The most-used of these instructions is, as I've mentioned, the dbra. Actually, its proper name is dbf: "if ‘false’ is not ‘true,’ decrement and branch." And what does that mean? Let's look at a simple example.

        move.w  #10,d0   load loop count
loop:   nop              body of loop
        dbf     d0,loop  keep going...
        bra     out      till finished

We start by loading d0 with the immediate value 10. (Note, by the way, that we're loading it as a word value.) The next instruction, which is labelled loop, does nothing: it's our old friend nop. Nevertheless, this is the body of our loop. The next instruction contains all the loop control code we need. First, it checks the specified condition. What's the condition? That's easy—it's false (that's what the f stands for).

So the 68000 goes through a chain of reasoning something like this: "Let's check the condition. Is false true? No, it's not. So I can't drop out of this instruction yet. Now I'll subtract one from the register d0. Ten minus one equals nine, so the loop counter isn't finished yet either. That means I'll have to take the branch. . . Let's see, I'm supposed to branch to loop. Here goes. What's this—a nop? Okay, you want nothing, you got nothing. Now here's a dbf. Let's check the condition. Is false true?..." And so on. As you can see, there's a philosophical side to assembly language.

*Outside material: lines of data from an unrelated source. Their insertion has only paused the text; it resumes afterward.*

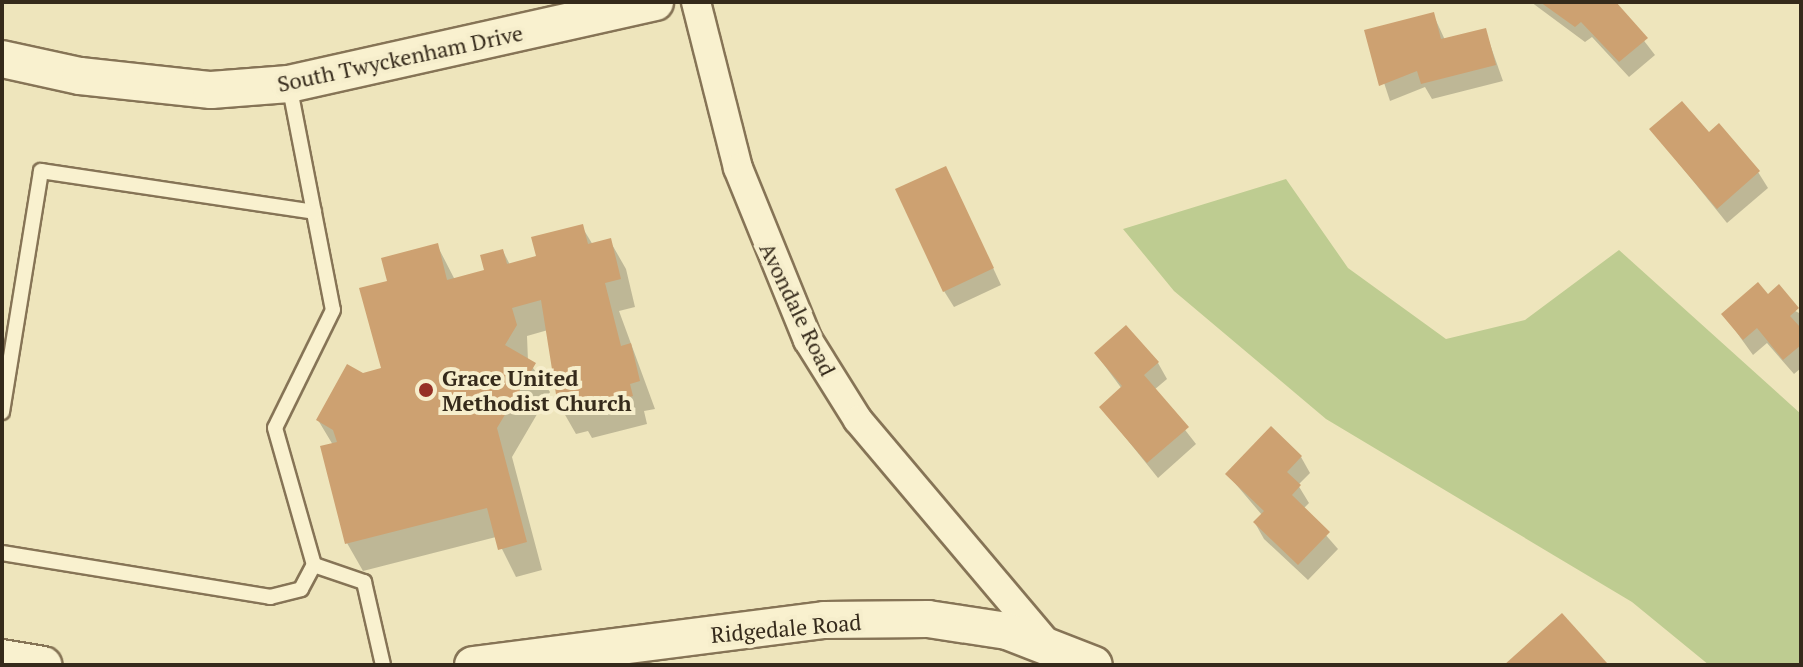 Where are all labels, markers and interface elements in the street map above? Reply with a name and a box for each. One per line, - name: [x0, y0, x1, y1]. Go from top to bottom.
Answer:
- street label: South Twyckenham Drive: [275, 19, 525, 97]
- street label: Avondale Road: [754, 238, 842, 380]
- place label: Grace United Methodist Church: [442, 364, 632, 416]
- marker: Grace United Methodist Church: [417, 381, 435, 399]
- street label: Ridgedale Road: [710, 608, 862, 648] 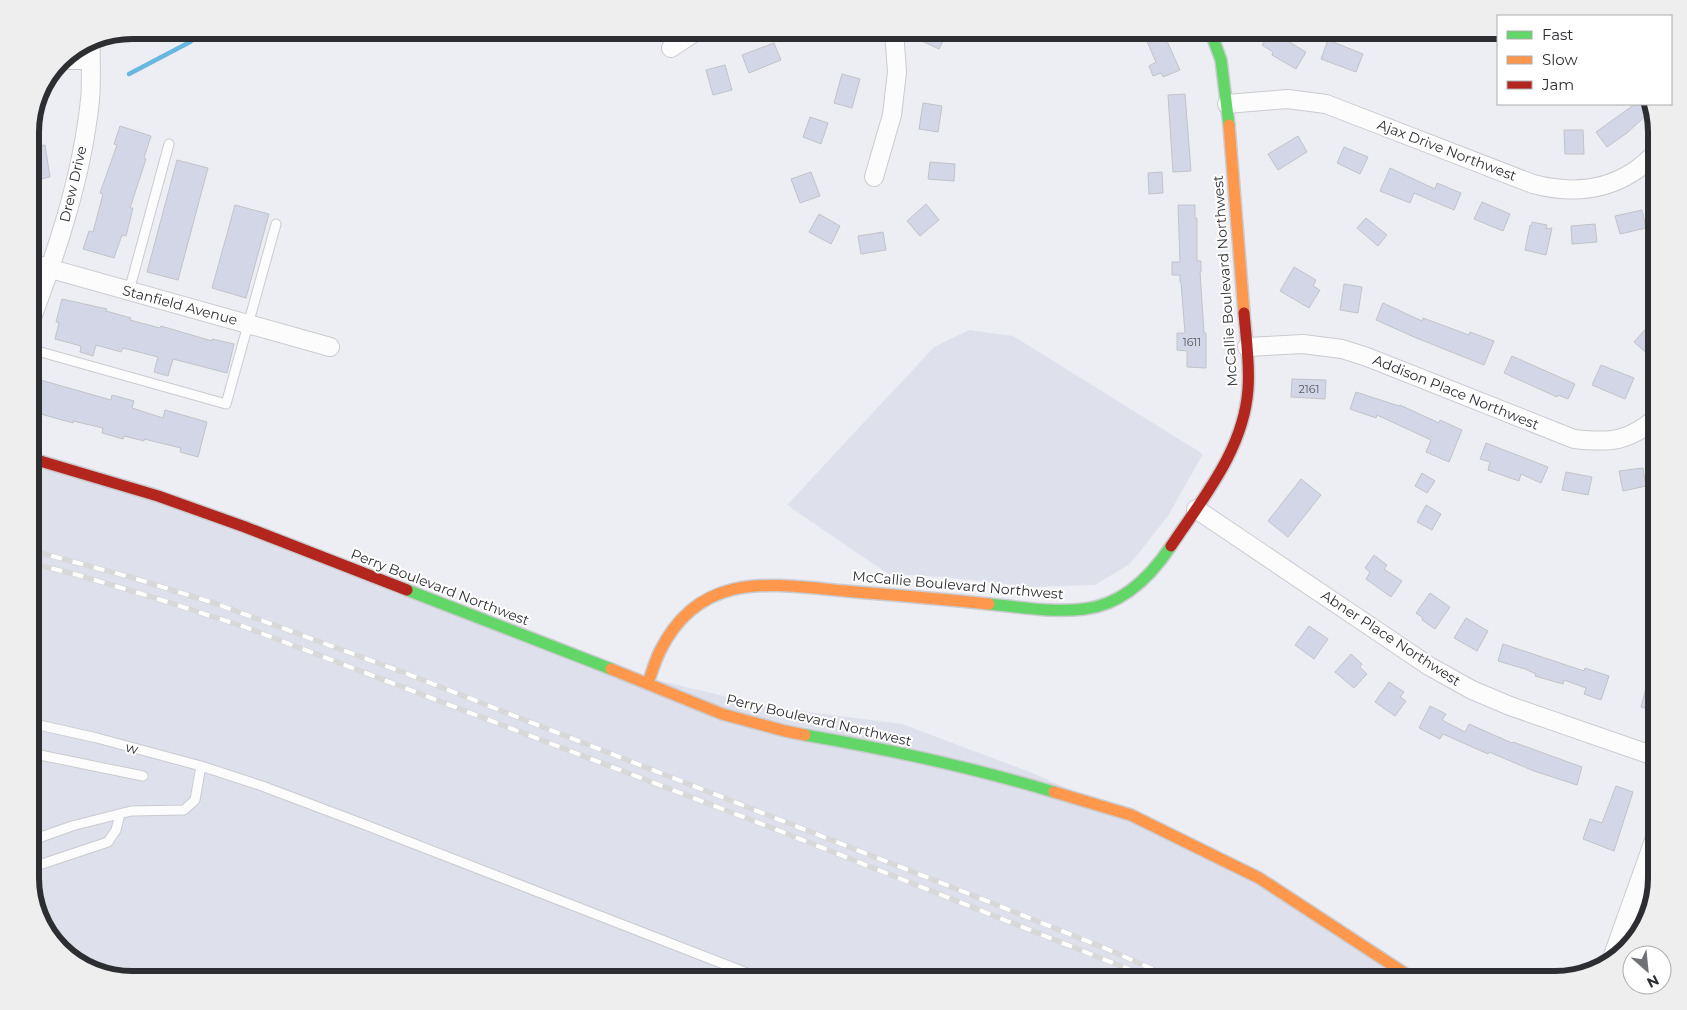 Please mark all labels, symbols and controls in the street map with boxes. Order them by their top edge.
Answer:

The main point of dbf is that the initial condition always tests out false—false can never be true, after all. So the decrement is always performed, and the loop always continues until the loop counter register is exhausted (unless, of course, you insert some other, unrelated code in the middle of the loop that causes a branch). The dbf instruction, therefore, gives you something very much like a FOR loop in BASIC:

for i = 10 to -1 step -1
print "howdy"
next i

or Pascal:

for i: = 10 downto -1 do
writeIn(‘howdy’);

or C:

for (i =10; i > -1; i--)
print f("howdy\n");

With dbf, it's almost as if the first test isn't there—only the "decrement and branch" part of the instruction is in operation. For this reason, most 68000 assemblers accept the alternate form, dbra (i.e., decrement and branch—for the strictly correct dbf—until false is true, decrement and branch).

This may seem like a lot of theoretical rigamarole to go through just for an automatic loop counter instruction. But consider one of dbra's cousins, dbeq:

         move.b   #key, d0    char we're looking for
         move.w   #10,d1      loop count
         movea.l  #table,a0   base of table
loop:    cmp.b    (a0)+,d0    check char in table
         dbeq     d1,loop     if not found, continue loop
         nop                  do nothing

The first instruction loads a byte value into d0. Let's assume it's an ASCII code we'll be searching for. (We'll also assume that key is defined with an equ directive elsewhere in the program.) The next instruction loads the loop counter with the immediate value 10. Then the base address of a table of byte values (also declared elsewhere) is loaded into register a0, and we're ready to start the loop.

This time there's no nop. Instead, we test whether the byte value, whose address is currently in a0, is equal to the byte value in d0. This is done with a cmp instruction (see issue 16's Assembly line for a detailed explanation of cmp). If the two values are equal, then the zero bit in the Condition Codes register will be set to 1 when the instruction ends.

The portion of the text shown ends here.